Ex-NFL player sues AIG over $1.2 million in losses

Ex-NFL player sues AIG over $1.2 million in losses | Insurance Business Australia

Ex-NFL player sues AIG over $1.2 million in losses

A former NFL player has filed a lawsuit against his insurer over nearly a million dollars in losses he sustained following a home burglary, alleging that the insurer has yet to pay for damages.

Antonio Gates, who played for the San Diego and Los Angeles Chargers, and his wife Sasha Gates filed the suit in Los Angeles Superior Court, naming insurance company AIG as the defendant, California-based news outlet City News Service reported. They seek unspecified compensatory and punitive damages related to the burglary incident in 2018.

The suit stated that the Gates home – a 8,500 square feet property built in 2016 – was burglarised on December 02, 2018. At the time, Sasha and the couple’s children were sleeping inside, and Gates was away at work during the weeks before and after the incident.

Neither Sasha nor the children were hurt in the incident, the suit continued, and Sasha later called police. Footage from the residence’s security video revealed at least two people casually entering through the front garage door. The Gates determined over the next few months after the incident that the thieves stole over US$900,000 (around AU$1.2 million) worth of personal property, which includes designer clothing, shoes, purses, jackets, artwork, and sports memorabilia, the suit stated.

The suit also said that the Gates suspect the same perpetrators previously victimised them, and that the garage door was manipulated to allow for these prior intrusions.

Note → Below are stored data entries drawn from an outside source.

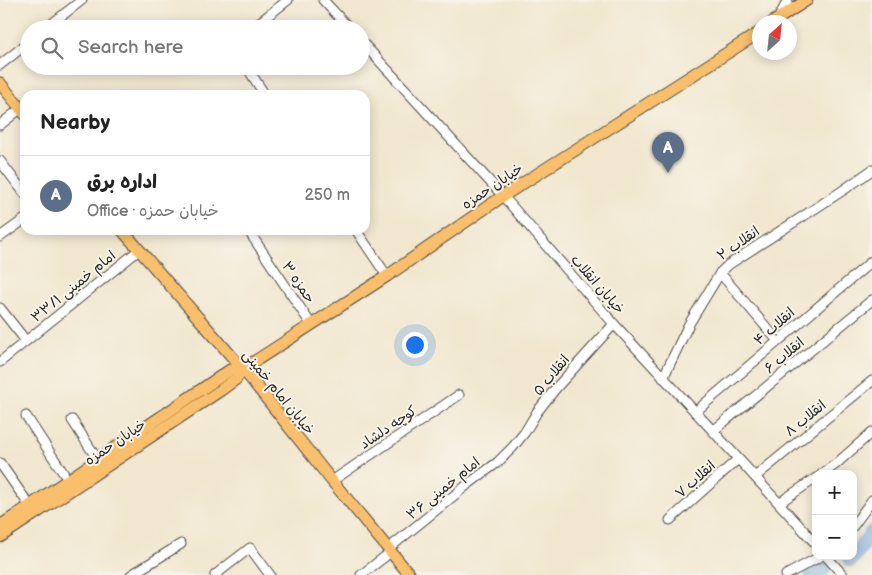 <!DOCTYPE html>
<html lang="en">
<head>
<meta charset="utf-8">
<style>
	:root { --surface:#fff; --page:#f2f2f2; --text:#222; --muted:#767676; --line:#e0e0e0; --accent:#b5179e }
	body { margin:0; font-family:"Balsamiq Sans","Playpen Sans Arabic",sans-serif; background:var(--page); color:var(--text) }
	.controls { position:absolute; right:15px; bottom:15px; display:grid; overflow:hidden; border-radius:10px; box-shadow:0 2px 12px #0003 }
	.controls button { width:45px; height:45px; display:grid; place-items:center; padding:0; border:0; border-bottom:1px solid var(--line); background:var(--surface); color:var(--text); font:25px sans-serif }
	.compass { position:absolute; left:752px; top:15px; width:45px; height:45px; border-radius:50%; background:var(--surface); box-shadow:0 2px 12px #0003; rotate:27deg }
	.you { position:absolute; left:414px; top:344px; width:18px; height:18px; margin:-12px; border:4px solid #fff; border-radius:50%; background:#1a73e8; box-shadow:0 0 0 8px #1a73e833 }
	.badge { display:grid; place-items:center; width:32px; height:32px; border-radius:50%; background:var(--accent); color:#fff; font-size:16px; font-weight:700 }
	.pin { position:absolute; translate:-50% -41px; filter:drop-shadow(0 1px 2px #0008) }
	.pin::after { content:''; position:absolute; top:26px; width:18px; height:15px; background:inherit; clip-path:polygon(0 0,100% 0,50% 100%) }
	.list { margin:0; padding:0; list-style:none }
	h2 { display:flex; justify-content:space-between; align-items:center; height:65px; margin:0; padding:0 20px; font-size:21px }
	h2 small { font-size:16px; font-weight:400; color:var(--muted) }
	.list li { display:grid; grid-template-columns:32px 1fr auto; gap:15px; align-items:center; box-sizing:border-box; height:80px; padding:0 20px; border-top:1px solid var(--line) }
	.list b { display:block; font-size:19px; white-space:nowrap }
	.list p { margin:0; font-size:16px; white-space:nowrap; color:var(--muted) }
	.list em { font-size:16px; font-style:normal; color:var(--muted) }
	.icon { flex:none; width:28px; height:28px; fill:none; stroke:currentColor; stroke-width:2; stroke-linecap:round; stroke-linejoin:round }
	.map { position:relative; flex:none; width:872px; height:575px; overflow:hidden }
	.search { position:absolute; background:var(--surface); box-shadow:0 2px 12px #0003; left:20px; top:20px; width:350px; height:55px; display:flex; align-items:center; gap:12px; box-sizing:border-box; padding:0 18px; border-radius:28px; color:var(--muted); font-size:19px }
	.panel { position:absolute; background:var(--surface); box-shadow:0 2px 12px #0003; left:20px; top:90px; width:350px; height:145px; border-radius:15px }
	.map>svg:first-child { display:block }
</style>
</head>
<body>
<div class="map">
<svg width="872" height="575" viewBox="0 0 872 575">
	<rect width="100%" height="100%" fill="#f7f3e8"/>
	<filter id="ink" filterUnits="userSpaceOnUse"><feTurbulence type="fractalNoise" baseFrequency=".02" numOctaves="2"/><feDisplacementMap in="SourceGraphic" scale="10" xChannelSelector="R" yChannelSelector="G"/><feConvolveMatrix kernelMatrix="1 2 1 2 8 2 1 2 1" color-interpolation-filters="sRGB"/></filter>
	<filter id="wash" filterUnits="userSpaceOnUse"><feTurbulence type="fractalNoise" baseFrequency=".0096" numOctaves="4" result="noise"/><feDisplacementMap in="SourceGraphic" scale="20" xChannelSelector="R" yChannelSelector="G"/><feGaussianBlur stdDeviation="1.12" result="paint"/><feColorMatrix in="noise" values="0 0 0 0 0 0 0 0 0 0 0 0 0 0 0 0 0 1.4 0 .05"/><feComposite in="paint" operator="in"/></filter>
	<g filter="url(#wash)">
		<rect width="100%" height="100%" fill="#f1e7cf"/>
		<g fill="none" stroke-linecap="round" stroke-linejoin="round">
			<g stroke="#6ea4db" stroke-width="15">
				<polyline points="851,560 872,532"/>
				<polyline points="812,575 823,570"/>
			</g>
		</g>
	</g>
	<g filter="url(#ink)">
		<g fill="none" stroke-linecap="round" stroke-linejoin="round">
			<g stroke="#494744" stroke-width="11">
				<g id="minor">
					<polyline points="323,0 350,29"/>
					<polyline points="779,17 788,0"/>
					<polyline points="45,29 82,0"/>
					<polyline points="251,29 288,0"/>
					<polyline points="361,41 503,196 614,324 713,431 816,544"/>
					<polyline points="0,65 29,42"/>
					<polyline points="246,66 265,95"/>
					<polyline points="0,125 20,109"/>
					<polyline points="0,161 25,194"/>
					<polyline points="248,230 311,324"/>
					<polyline points="356,230 387,276"/>
					<polyline points="0,237 25,219"/>
					<polyline points="720,273 778,341"/>
					<polyline points="0,308 26,341"/>
					<polyline points="0,362 139,250"/>
					<polyline points="663,378 689,324 720,273 728,265 842,191 872,170"/>
					<polyline points="695,412 872,261"/>
					<polyline points="26,416 64,474"/>
					<polyline points="72,420 94,454"/>
					<polyline points="713,431 872,300"/>
					<polyline points="0,463 30,506"/>
					<polyline points="822,474 836,464 872,432"/>
					<polyline points="755,477 872,381"/>
					<polyline points="332,481 459,395"/>
					<polyline points="779,503 816,478"/>
					<polyline points="670,520 738,459"/>
					<polyline points="853,526 872,500"/>
					<polyline points="388,549 467,485 498,462 513,447 525,432 537,412 556,388 614,324"/>
					<polyline points="826,556 843,575"/>
					<polyline points="131,575 181,544"/>
					<polyline points="215,575 250,548 270,575"/>
					<polyline points="361,575 391,552"/>
					<polyline points="786,575 821,556"/>
				</g>
			</g>
			<g stroke="#494744" stroke-width="13">
				<g id="major">
					<polyline points="773,22 807,0"/>
					<polyline points="0,83 25,114"/>
					<polyline points="122,230 247,374 332,481 410,575"/>
					<polyline points="0,526 230,370 242,369 249,365 387,276 503,196 760,32"/>
					<polyline points="0,537 221,390 236,379 242,369"/>
				</g>
			</g>
			<use href="#minor" stroke="#fff" stroke-width="9"/>
			<use href="#major" stroke="#f9bf6c" stroke-width="11"/>
		</g>
	</g>
	<g text-anchor="middle" stroke-width="4" stroke-linejoin="round" paint-order="stroke">
		<g font-size="14" fill="#2b2b2b" stroke="#f7f3e8">
			<text transform="translate(492 186) rotate(-34)" y="5">خیابان حمزه</text>
			<text transform="translate(738 243) rotate(-35)" y="5">انقلاب ۲</text>
			<text transform="translate(299 282) rotate(56)" y="5">حمزه ۳</text>
			<text transform="translate(598 284) rotate(49)" y="5">خیابان انقلاب</text>
			<text transform="translate(73 286) rotate(-39)" y="5">امام خمینی ۳۳/۱</text>
			<text transform="translate(774 326) rotate(-41)" y="5">انقلاب ۴</text>
			<text transform="translate(784 355) rotate(-40)" y="5">انقلاب ۶</text>
			<text transform="translate(551 375) rotate(-50)" y="5">انقلاب ۵</text>
			<text transform="translate(279 392) rotate(51)" y="5">خیابان امام خمینی</text>
			<text transform="translate(805 418) rotate(-39)" y="5">انقلاب ۸</text>
			<text transform="translate(388 427) rotate(-34)" y="5">کوچه دلشاد</text>
			<text transform="translate(115 442) rotate(-34)" y="5">خیابان حمزه</text>
			<text transform="translate(695 479) rotate(-42)" y="5">انقلاب ۷</text>
			<text transform="translate(443 488) rotate(-39)" y="5">امام خمینی ۳۶</text>
		</g>
	</g>
</svg>
<div class="controls">
<button>+</button>
<button>−</button>
</div>
<svg class="compass" viewBox="-18 -18 36 36"><path d="M0-13l5 13h-10z" fill="#e53935"/><path d="M0 13l5-13h-10z" fill="#767676"/></svg>
<div class="you"></div>
<div class="pin badge" style="left:668px;top:173px;background:#5c6f8a">A</div>
<div class="search"><svg class="icon" aria-label="search" viewBox="0 0 24 24"><circle cx="10" cy="10" r="6"/><path d="M15 15l6 6"/></svg>Search here</div>
<section class="panel">
<h2>Nearby<small></small></h2>
<ul class="list">
<li><span class="badge" style="background:#5c6f8a">A</span><div><b>اداره برق</b><p>Office · خیابان حمزه</p></div><em>250 m</em></li>
</ul>
</section>
</div>
</body>
</html>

AIG had insured the Gates’ home at that time, with the policy in effect from July 2018 to July 2019. The Gates had reported the burglary to the insurer shortly after the theft, the lawsuit claimed. However, the suit alleged that instead of immediately providing coverage, AIG had “engaged in a two-year plus investigation with no discernible end.”

The insurer had conducted multiple interviews and site inspections, but “despite the extensive investigation and severe invasions of privacy, AIG refuses to provide coverage for the claim or timely respond to the claim,” the suit said.